Peraltro, non parliamo di piccole soluzioni per problemi minori, applicativi. Molte grandi aziende hanno già sviluppato componenti open source di livello enterprise. Con
poco o nulla da invidiare alle creazioni di Google, Facebook e compagnia. Diversi esempi hanno fatto parte della cronaca (tecnologica).
Progetti di fascia alta
Tra i casi più citati troviamo quello di
Spinnaker. Un tool open source di
Continuous Delivery nato in
Netflix ma ormai tanto diffuso da avere il suo evento annuale dedicato, lo Spinnaker Summit. Anche
Cloud Custodian è un caso molto noto. È una piattaforma di cloud governance già molto diffusa e sviluppata da
Capital One. Cioè da un'azienda del mondo Finance. Oppure
Airflow, un tool per la gestione automatizzata dei workflow che oggi fa parte del mondo Apache ma è nato in
AirBnB.
Sempre più spesso sono le aziende utenti a risolvere non solo problemi pratici propri. Ma
anche le complessità tecnologiche che si trovano davanti per lo sviluppo stesso della digitalizzazione. Gestire una architettura distribuita di microservizi è difficile, nonostante quello che dicono i cloud provider?
Uber si è fatta in casa
Jaeger, una piattaforma per tenere traccia dei microservizi stessi. Monitorare i cluster di container è complesso? Per questo
Comcast, che di mestiere si occupa di broadcasting, si è fatta
kuberhealthy. E via dicendo.
Potrebbe essere questo il futuro del modello open source?
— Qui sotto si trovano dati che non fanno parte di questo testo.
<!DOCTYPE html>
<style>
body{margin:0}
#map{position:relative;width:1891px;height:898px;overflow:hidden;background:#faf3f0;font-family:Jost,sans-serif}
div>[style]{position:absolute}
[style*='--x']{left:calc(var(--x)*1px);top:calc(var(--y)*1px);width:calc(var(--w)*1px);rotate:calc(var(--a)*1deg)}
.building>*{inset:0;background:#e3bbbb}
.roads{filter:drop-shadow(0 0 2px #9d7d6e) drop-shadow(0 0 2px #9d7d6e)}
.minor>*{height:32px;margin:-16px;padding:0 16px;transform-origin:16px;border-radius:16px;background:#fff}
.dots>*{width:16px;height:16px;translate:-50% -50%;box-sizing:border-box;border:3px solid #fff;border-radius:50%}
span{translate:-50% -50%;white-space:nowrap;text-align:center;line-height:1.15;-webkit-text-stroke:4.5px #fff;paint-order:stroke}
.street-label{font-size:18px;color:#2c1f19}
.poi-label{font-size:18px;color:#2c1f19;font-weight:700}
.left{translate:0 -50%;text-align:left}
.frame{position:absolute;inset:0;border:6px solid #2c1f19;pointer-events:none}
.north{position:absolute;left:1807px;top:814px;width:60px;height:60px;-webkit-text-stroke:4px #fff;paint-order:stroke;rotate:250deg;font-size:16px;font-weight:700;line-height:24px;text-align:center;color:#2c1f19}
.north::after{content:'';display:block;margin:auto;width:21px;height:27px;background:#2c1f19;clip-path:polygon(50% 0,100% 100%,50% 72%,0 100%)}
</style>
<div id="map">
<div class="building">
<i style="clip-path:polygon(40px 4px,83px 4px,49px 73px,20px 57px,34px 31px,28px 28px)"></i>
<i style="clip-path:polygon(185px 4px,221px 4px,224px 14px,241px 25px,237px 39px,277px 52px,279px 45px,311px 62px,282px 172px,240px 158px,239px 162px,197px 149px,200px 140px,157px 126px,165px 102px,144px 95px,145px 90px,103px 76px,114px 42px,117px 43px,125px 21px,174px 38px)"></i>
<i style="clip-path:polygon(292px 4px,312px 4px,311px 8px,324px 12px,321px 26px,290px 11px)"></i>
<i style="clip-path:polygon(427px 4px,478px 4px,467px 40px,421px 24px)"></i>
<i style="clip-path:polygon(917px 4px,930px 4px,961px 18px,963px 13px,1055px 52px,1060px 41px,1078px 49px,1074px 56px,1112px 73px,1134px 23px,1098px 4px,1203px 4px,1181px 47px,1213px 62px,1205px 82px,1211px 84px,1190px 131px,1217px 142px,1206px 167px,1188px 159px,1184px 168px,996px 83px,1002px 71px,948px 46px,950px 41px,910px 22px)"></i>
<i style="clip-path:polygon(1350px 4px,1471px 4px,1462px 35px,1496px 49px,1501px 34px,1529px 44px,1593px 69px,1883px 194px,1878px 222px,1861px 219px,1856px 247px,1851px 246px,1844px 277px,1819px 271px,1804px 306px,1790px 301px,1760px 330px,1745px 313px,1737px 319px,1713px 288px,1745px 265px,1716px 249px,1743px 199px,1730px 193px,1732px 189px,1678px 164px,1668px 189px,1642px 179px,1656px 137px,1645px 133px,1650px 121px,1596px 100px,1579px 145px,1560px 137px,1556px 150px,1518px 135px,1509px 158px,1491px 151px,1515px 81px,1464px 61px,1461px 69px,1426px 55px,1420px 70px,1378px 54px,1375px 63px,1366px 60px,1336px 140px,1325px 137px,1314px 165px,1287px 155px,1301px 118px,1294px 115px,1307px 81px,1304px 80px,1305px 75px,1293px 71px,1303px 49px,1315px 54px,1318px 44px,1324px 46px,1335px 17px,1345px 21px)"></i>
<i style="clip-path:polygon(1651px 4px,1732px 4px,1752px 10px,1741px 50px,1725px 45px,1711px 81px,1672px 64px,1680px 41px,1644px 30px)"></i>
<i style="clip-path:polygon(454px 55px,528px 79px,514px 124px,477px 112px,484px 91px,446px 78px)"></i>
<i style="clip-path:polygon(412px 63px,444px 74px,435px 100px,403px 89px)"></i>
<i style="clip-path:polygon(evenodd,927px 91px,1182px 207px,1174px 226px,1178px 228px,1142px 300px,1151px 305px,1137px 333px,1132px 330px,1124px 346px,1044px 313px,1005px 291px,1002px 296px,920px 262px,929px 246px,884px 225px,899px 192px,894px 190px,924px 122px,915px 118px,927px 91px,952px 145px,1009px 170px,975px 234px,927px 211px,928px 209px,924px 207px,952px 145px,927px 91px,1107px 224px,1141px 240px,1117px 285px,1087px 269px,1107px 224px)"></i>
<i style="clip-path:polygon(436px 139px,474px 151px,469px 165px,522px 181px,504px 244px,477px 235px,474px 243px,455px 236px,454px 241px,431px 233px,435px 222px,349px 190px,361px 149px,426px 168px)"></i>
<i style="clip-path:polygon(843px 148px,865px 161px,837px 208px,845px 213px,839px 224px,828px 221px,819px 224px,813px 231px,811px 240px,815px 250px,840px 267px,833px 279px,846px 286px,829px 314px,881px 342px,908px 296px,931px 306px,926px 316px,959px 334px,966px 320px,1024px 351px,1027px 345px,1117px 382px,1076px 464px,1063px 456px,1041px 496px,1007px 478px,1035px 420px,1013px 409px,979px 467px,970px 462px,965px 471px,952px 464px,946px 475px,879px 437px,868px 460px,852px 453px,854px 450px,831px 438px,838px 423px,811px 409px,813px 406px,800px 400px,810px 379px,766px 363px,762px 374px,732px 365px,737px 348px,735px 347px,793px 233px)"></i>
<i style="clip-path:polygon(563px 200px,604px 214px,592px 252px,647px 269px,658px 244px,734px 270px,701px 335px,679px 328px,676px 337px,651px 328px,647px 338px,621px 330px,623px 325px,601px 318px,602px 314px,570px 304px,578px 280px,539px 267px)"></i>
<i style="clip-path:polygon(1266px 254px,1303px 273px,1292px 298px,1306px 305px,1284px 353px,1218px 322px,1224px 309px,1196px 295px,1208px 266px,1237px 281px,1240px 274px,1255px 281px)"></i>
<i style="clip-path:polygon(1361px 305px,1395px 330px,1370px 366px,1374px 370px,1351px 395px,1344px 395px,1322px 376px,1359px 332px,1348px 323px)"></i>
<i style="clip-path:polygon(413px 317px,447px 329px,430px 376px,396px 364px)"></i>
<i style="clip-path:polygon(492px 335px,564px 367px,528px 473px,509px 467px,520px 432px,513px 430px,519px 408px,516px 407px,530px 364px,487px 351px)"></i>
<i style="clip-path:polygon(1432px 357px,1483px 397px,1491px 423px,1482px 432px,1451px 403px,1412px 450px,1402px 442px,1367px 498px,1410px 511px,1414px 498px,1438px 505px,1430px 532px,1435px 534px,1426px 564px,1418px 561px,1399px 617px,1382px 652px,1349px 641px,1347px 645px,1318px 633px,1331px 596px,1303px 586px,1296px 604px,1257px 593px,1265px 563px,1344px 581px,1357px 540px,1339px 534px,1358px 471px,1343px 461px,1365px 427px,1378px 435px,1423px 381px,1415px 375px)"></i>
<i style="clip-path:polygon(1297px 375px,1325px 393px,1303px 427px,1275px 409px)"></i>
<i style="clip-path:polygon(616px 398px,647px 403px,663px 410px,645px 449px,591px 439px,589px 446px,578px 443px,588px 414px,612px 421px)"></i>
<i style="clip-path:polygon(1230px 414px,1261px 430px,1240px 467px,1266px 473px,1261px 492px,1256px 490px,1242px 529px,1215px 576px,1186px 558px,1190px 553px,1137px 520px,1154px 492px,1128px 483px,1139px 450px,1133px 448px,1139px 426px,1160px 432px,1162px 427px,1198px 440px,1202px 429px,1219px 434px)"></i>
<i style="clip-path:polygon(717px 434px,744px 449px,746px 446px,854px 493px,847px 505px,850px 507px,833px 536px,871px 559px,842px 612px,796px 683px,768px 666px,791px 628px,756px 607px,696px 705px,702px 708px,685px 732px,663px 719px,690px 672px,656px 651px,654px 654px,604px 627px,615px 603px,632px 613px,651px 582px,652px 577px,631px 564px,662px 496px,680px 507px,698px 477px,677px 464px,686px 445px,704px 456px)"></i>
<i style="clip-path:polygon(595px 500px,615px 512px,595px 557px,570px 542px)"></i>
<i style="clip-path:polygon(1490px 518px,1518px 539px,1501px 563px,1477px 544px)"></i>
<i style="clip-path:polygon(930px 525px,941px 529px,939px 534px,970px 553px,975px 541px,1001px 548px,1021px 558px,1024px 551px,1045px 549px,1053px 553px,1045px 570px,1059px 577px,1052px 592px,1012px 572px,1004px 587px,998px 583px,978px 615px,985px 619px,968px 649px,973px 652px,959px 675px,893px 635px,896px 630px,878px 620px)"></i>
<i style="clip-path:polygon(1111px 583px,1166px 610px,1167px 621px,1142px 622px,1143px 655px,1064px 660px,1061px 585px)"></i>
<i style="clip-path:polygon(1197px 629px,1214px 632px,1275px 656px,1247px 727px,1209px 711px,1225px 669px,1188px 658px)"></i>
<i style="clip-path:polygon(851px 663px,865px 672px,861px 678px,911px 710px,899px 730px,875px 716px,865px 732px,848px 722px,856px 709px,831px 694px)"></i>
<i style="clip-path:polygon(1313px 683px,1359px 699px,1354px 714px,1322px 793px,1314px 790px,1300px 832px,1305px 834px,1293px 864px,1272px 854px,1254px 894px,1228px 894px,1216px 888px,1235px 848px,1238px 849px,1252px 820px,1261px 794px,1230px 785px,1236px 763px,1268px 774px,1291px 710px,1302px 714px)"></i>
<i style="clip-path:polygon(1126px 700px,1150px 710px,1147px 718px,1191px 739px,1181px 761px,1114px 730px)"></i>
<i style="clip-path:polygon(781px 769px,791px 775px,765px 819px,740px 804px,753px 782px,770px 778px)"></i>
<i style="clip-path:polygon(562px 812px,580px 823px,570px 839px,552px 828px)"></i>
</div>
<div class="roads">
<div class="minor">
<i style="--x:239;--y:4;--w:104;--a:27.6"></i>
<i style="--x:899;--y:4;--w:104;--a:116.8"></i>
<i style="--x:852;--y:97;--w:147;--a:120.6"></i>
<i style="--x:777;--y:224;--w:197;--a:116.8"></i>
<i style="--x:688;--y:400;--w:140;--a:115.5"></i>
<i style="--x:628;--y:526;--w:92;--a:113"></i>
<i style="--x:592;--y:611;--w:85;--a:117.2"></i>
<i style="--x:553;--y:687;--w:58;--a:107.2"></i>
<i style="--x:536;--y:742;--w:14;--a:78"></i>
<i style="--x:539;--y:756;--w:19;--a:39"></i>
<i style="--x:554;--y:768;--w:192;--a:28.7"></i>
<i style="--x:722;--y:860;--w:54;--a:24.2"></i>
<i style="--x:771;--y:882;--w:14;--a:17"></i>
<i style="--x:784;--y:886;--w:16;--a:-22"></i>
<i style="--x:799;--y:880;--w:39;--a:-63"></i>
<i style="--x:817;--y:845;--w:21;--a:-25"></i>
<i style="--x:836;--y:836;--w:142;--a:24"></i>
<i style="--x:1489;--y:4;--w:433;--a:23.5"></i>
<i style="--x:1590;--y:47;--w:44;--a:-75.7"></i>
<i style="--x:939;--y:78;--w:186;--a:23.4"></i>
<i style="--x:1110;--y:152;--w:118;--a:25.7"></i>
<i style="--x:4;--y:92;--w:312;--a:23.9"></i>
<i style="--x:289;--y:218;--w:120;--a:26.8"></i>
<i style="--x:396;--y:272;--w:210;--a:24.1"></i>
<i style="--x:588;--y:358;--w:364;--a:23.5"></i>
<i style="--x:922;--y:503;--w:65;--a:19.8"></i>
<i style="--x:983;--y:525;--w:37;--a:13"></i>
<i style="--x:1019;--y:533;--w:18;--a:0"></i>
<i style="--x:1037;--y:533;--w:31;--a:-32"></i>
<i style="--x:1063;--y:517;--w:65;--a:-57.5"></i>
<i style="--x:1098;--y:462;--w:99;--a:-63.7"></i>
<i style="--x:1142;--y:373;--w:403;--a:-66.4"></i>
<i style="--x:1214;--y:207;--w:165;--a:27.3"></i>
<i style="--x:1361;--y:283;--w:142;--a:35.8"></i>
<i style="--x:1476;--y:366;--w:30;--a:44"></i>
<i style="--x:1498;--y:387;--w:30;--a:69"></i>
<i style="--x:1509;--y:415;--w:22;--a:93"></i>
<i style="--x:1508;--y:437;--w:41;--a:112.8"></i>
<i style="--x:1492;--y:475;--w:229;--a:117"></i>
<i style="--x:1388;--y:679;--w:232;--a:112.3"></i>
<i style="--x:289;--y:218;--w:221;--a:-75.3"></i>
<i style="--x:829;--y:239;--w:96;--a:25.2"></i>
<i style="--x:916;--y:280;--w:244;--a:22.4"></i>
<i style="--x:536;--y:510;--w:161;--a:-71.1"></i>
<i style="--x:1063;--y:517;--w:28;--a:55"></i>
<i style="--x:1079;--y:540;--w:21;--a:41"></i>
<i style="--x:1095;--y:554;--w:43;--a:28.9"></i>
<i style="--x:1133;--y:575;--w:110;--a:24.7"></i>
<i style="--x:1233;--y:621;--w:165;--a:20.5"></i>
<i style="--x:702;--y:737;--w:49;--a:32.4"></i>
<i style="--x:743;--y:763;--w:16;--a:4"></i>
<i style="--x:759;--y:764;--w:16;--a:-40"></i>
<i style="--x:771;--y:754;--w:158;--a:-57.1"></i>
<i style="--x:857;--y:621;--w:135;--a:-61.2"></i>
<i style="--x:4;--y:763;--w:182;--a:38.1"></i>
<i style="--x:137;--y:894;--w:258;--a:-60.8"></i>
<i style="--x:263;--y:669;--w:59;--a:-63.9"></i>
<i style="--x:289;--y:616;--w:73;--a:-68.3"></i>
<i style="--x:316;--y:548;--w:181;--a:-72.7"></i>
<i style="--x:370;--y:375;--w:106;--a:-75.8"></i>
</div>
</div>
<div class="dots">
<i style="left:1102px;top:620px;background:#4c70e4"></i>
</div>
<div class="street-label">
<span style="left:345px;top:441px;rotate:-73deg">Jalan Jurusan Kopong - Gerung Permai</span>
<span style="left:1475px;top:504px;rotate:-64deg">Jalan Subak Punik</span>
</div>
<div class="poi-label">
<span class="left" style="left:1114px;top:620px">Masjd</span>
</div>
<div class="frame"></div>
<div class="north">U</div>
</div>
Non completamente, ma per una parte cospicua probabilmente sì. Resta indispensabile il lavoro delle
software house infrastrutturali alla Red Hat. E sarà sempre fondamentale il contributo delle
grandi realtà tecnologiche alla Google che fanno nascere grandi progetti open source dalla gestione della loro IT, altrettanto di fascia alta. Accanto a questo, il contributo delle aziende non-software sta diventando sempre più corposo e interessante. E spesso anche - qui sta il vantaggio -
più vicino alle esigenze immediate degli utenti "normali".